§ **Task description**:
Only lines that contain the word "column" are to be returned from the data below.

⟨

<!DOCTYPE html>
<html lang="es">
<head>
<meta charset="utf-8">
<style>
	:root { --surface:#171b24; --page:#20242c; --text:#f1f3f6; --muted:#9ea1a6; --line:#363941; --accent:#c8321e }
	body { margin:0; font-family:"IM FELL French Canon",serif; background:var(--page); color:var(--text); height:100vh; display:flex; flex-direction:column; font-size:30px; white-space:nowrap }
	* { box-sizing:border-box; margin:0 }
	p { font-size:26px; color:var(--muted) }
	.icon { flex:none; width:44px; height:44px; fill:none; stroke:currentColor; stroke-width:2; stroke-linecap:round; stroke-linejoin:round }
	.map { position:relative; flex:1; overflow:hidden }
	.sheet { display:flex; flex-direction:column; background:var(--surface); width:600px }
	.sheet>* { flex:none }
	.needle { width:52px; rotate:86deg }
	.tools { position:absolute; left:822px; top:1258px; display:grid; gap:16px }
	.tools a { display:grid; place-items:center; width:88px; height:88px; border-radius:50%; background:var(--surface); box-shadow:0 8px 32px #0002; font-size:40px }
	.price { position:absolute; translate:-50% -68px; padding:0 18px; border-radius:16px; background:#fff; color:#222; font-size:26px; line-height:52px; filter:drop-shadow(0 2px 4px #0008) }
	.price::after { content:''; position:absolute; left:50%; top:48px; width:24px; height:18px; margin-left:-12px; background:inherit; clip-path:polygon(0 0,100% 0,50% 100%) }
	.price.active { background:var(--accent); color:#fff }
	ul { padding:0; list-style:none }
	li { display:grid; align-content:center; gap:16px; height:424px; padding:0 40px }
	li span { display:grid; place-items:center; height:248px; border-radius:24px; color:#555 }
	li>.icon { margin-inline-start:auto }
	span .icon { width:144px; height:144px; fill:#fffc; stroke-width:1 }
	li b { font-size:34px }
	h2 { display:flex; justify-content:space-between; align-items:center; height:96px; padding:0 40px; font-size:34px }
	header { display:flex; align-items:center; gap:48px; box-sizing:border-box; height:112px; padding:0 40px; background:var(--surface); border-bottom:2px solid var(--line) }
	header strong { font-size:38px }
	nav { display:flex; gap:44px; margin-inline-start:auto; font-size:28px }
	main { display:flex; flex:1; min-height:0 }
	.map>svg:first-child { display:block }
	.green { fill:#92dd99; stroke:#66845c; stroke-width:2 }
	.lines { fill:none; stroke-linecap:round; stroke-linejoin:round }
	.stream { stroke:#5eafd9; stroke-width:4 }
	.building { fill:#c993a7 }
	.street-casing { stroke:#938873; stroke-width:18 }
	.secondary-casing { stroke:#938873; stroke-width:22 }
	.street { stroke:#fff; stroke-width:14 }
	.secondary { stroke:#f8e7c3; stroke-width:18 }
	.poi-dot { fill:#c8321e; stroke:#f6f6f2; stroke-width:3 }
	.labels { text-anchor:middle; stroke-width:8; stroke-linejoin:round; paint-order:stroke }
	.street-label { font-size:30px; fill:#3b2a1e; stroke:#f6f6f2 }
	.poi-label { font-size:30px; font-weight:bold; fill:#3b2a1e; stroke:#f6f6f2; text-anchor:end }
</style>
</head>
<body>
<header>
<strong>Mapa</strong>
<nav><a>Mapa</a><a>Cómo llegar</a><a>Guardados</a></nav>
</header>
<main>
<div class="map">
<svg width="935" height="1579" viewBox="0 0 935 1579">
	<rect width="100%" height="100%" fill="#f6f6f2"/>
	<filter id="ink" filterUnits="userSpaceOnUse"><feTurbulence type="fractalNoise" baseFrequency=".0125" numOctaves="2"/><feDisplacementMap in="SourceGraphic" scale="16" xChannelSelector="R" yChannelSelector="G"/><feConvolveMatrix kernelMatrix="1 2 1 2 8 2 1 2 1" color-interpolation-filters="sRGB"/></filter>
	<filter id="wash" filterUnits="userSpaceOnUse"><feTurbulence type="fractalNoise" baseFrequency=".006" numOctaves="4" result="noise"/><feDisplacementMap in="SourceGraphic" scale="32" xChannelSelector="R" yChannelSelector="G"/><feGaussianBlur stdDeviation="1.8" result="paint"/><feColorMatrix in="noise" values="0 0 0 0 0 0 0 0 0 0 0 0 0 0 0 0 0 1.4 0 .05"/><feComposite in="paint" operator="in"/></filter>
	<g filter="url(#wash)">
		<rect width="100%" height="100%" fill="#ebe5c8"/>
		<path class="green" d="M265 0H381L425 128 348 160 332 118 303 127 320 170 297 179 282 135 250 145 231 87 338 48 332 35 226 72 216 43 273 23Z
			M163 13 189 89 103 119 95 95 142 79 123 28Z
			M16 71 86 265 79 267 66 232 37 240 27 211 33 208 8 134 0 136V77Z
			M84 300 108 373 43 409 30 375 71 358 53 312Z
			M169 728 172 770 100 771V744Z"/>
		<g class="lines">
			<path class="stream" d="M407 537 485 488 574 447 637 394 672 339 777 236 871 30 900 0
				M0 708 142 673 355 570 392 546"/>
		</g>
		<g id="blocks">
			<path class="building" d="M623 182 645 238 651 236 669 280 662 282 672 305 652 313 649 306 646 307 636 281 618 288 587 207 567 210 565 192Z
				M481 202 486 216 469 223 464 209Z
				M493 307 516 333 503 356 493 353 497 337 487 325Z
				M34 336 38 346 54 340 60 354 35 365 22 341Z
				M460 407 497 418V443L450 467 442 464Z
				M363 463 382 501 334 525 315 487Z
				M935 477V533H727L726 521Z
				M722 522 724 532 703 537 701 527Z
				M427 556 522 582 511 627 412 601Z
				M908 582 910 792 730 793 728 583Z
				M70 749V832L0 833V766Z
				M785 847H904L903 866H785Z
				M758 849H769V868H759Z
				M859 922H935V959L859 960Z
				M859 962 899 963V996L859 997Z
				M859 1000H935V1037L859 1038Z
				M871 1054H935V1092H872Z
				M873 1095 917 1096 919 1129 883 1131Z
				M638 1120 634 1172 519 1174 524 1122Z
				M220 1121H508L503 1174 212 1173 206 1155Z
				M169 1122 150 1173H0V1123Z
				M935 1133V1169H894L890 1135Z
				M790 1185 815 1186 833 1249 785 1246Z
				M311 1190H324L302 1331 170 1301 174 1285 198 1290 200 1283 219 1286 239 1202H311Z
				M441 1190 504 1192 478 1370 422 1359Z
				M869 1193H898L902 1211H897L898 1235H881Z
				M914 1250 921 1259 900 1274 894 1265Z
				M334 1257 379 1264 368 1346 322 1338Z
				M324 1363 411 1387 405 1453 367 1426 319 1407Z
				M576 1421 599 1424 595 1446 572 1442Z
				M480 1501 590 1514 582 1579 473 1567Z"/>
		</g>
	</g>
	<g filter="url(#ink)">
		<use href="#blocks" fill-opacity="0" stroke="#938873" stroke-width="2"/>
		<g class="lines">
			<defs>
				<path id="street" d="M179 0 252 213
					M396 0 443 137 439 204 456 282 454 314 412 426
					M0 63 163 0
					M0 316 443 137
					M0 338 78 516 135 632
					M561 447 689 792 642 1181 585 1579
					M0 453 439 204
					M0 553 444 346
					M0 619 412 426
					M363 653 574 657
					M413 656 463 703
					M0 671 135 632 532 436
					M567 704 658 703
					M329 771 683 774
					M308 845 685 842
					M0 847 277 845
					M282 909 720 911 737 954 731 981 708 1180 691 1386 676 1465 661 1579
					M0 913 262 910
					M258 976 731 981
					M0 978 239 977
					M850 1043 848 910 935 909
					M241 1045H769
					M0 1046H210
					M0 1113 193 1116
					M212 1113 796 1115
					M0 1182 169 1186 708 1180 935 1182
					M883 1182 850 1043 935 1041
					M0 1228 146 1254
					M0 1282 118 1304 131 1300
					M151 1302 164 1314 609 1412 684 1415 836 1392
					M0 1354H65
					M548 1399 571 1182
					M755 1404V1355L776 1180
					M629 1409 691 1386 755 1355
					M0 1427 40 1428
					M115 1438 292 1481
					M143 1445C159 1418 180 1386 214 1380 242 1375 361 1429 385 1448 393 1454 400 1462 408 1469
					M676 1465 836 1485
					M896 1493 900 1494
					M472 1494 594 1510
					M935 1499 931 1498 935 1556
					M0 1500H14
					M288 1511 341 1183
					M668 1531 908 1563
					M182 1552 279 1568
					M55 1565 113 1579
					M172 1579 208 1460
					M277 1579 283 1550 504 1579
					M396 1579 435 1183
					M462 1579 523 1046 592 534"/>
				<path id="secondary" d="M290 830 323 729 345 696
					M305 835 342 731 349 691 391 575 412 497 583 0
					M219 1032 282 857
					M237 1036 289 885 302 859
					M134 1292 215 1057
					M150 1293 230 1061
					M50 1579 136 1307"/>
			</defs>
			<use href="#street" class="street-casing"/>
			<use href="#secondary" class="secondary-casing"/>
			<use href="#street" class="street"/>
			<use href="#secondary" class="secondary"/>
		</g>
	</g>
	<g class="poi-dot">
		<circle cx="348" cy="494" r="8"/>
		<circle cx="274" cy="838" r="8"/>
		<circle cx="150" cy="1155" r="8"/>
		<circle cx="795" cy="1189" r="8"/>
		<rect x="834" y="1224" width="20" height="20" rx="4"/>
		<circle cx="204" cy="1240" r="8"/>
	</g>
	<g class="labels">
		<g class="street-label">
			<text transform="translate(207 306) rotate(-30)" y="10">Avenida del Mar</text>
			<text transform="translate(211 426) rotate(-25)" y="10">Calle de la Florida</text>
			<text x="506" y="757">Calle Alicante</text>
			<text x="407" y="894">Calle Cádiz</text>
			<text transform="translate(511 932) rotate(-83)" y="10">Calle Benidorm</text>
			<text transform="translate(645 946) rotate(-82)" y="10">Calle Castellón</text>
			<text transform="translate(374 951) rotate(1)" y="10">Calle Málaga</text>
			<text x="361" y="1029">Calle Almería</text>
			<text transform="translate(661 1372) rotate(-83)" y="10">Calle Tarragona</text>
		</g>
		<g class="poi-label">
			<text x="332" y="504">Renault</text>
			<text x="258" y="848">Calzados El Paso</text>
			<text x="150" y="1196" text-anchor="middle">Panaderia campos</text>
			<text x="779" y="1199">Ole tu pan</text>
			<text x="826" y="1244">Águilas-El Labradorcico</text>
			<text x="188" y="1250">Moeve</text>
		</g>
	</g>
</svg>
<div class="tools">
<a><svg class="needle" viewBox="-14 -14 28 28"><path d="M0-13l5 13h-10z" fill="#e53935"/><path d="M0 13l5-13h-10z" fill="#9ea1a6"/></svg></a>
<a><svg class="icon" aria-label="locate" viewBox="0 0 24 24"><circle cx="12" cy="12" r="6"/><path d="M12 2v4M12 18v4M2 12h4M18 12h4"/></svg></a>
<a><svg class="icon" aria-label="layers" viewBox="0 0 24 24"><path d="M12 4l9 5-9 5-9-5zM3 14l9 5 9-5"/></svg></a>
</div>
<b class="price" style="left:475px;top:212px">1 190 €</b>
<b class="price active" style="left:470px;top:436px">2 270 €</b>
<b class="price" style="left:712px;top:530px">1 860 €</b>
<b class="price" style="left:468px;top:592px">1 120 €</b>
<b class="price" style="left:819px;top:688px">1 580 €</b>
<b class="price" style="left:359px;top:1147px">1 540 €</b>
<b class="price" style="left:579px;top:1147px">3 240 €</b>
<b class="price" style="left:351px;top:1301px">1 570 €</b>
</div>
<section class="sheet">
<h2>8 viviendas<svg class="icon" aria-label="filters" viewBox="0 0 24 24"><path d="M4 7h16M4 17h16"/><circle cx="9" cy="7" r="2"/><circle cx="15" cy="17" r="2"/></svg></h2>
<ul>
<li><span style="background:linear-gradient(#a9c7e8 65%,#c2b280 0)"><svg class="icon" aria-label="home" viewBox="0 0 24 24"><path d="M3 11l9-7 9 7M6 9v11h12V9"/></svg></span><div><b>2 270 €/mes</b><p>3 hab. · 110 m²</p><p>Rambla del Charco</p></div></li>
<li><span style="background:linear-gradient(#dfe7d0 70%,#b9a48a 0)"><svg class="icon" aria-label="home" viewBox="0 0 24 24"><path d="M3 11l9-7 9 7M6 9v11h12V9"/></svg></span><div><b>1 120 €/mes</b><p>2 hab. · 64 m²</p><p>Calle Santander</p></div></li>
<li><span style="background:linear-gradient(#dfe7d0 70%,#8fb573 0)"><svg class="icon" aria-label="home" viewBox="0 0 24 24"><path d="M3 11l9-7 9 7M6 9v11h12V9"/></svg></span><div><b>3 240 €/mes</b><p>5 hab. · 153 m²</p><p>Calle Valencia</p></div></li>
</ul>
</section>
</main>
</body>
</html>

⟩

§ **Answer for this exercise**:
	body { margin:0; font-family:"IM FELL French Canon",serif; background:var(--page); color:var(--text); height:100vh; display:flex; flex-direction:column; font-size:30px; white-space:nowrap }
	.sheet { display:flex; flex-direction:column; background:var(--surface); width:600px }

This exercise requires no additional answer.